For the purpose of improving the guidance of the fibers inside the guidance distance particularly at high speeds, it is further suggested to provide the opening of the guidance channel with the most convergent design possible by arranging or forming guidance elements such that the channel opening opens out into a constriction of the guidance channel. Thus, the restriction of the mobility of the fibers is achieved by a funnel-shaped partial distance having increasing constriction so as to provide a secure entry of the fibers into the guidance channel.
It has proved to be particularly advantageous for creating non-woven webs having light basis weights if the guidance width of the open space is at least five times larger than that of the constriction of the guidance channel. It is thus possible to achieve a high degree of uniformity even if the non-woven web has less thickness.
For this purpose, the width of the constriction of the guidance channel is in the range of 10 mm to 200 mm, wherein the guidance channel receives a constant expansion of the channel constriction preferably toward the deposit belt. Thus it is possible to achieve expansions of the fiber bundles at a short distance from the deposit belt, thereby showing further improvement in the uniformity of the deposition of the non-woven web.
The length of the guidance distance between the blast opening of the drawing unit and the deposit belt is preferably in a range of 100 mm to 700 mm. Thus the desired forms of fiber depositions can be realized depending on the yarn count and polymer type.
According to one embodiment of the invention, in order to prevent exchange processes with the ambience, the open space on the supply side of the belt and on the discharge side of the belt is shielded from the ambience by walls. In order to compensate for pressure differences resulting on the outlet side of the draw-off nozzle in spite of such a closed system, the walls have several ports for suctioning ambient air below the blast opening of the drawing unit. It is thus possible, even with a closed system, to create non-woven webs having increased strength and at the same time high uniformity in the distribution of the fibers.
However, it is also possible to use the ports in the walls for actively blowing in secondary air. This helps achieve additional effects when guiding the fibers.
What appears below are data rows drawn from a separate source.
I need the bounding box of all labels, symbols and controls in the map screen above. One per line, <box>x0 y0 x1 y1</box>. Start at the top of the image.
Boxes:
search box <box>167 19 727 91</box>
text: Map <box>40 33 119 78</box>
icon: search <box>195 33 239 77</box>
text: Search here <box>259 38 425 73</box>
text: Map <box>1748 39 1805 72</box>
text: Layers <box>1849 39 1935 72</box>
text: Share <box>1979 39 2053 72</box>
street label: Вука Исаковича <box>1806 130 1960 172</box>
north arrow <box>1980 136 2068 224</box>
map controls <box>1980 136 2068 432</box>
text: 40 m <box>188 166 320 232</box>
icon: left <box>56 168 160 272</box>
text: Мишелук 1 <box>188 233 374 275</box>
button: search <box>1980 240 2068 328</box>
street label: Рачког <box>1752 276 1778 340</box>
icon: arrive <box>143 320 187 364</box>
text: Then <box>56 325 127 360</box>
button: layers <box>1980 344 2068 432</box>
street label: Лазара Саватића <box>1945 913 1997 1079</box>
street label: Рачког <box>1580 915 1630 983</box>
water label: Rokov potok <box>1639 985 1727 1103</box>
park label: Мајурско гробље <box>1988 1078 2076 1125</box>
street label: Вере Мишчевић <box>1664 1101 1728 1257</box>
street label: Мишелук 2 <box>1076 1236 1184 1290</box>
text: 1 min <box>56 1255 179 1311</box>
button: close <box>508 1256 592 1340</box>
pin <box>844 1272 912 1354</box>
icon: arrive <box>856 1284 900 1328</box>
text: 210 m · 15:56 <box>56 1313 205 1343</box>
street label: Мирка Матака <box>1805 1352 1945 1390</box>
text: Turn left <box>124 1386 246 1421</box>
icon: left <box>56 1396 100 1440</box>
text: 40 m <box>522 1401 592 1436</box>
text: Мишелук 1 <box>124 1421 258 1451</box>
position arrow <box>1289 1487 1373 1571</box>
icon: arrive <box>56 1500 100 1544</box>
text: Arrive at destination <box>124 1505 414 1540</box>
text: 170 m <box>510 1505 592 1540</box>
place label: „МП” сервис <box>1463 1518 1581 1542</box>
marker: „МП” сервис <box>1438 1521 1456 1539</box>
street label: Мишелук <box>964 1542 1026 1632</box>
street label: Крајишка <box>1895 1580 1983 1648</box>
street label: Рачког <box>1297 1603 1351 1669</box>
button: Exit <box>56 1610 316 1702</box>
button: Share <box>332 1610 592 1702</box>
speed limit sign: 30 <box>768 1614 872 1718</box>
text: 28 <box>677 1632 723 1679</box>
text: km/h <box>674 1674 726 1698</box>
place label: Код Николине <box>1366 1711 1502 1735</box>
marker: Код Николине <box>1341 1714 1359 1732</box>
In order to prevent an impermissible control of the deposit situation of the fibers and the guidance of the non-woven web on the deposit belt, particularly in the case of light basis weights of the non-woven web and short guidance distances, the ports are coupled by an air intake channel to a suction inlet having an inlet opening that is turned away from the deposit belt. It is thus possible for the ambient air to be suctioned from zones that are not critical for the deposition of the non-woven web on the deposit belt.
For designing the guidance channel, the guidance elements can be provided with any design and shape. One embodiment that has proved to be particularly advantageous is one in which the guidance elements are each designed at both the sides by a moulded thin sheet, wherein the thin sheets cooperate with the deposit belt and the non-woven web for sealing the guidance channel. It is thus possible to realize particularly random shapes of the guidance channel and the channel opening in order to achieve the desired guidance of the fibers.
In one embodiment, one clamping end of the molded thin sheet is fixed in the region of the channel opening while a deformation end is held flexibly in the region outside the guidance channel. By moving the deformation end relative to the clamping end, it is thus possible to vary the shape of the respective thin sheet. Here, the thin sheet is preferably held such that it contacts the deposit belt or the non-woven web.
For sealing the guidance channel, the guidance elements are preferably designed in such a way that an oblong sealing gap is designed between the deposit belt or the non-woven web and the guidance elements. It is thus possible to prevent a grinding contact between the deposit belt and, for example, a thin sheet designed as a guidance element and also between the non-woven web and the thin sheet. The deposit region is sealed over the length and height of the sealing gap alone. For this purpose the guidance elements can also be formed, for example, by solid structural elements, which form a milled or molded profile of the guidance channel.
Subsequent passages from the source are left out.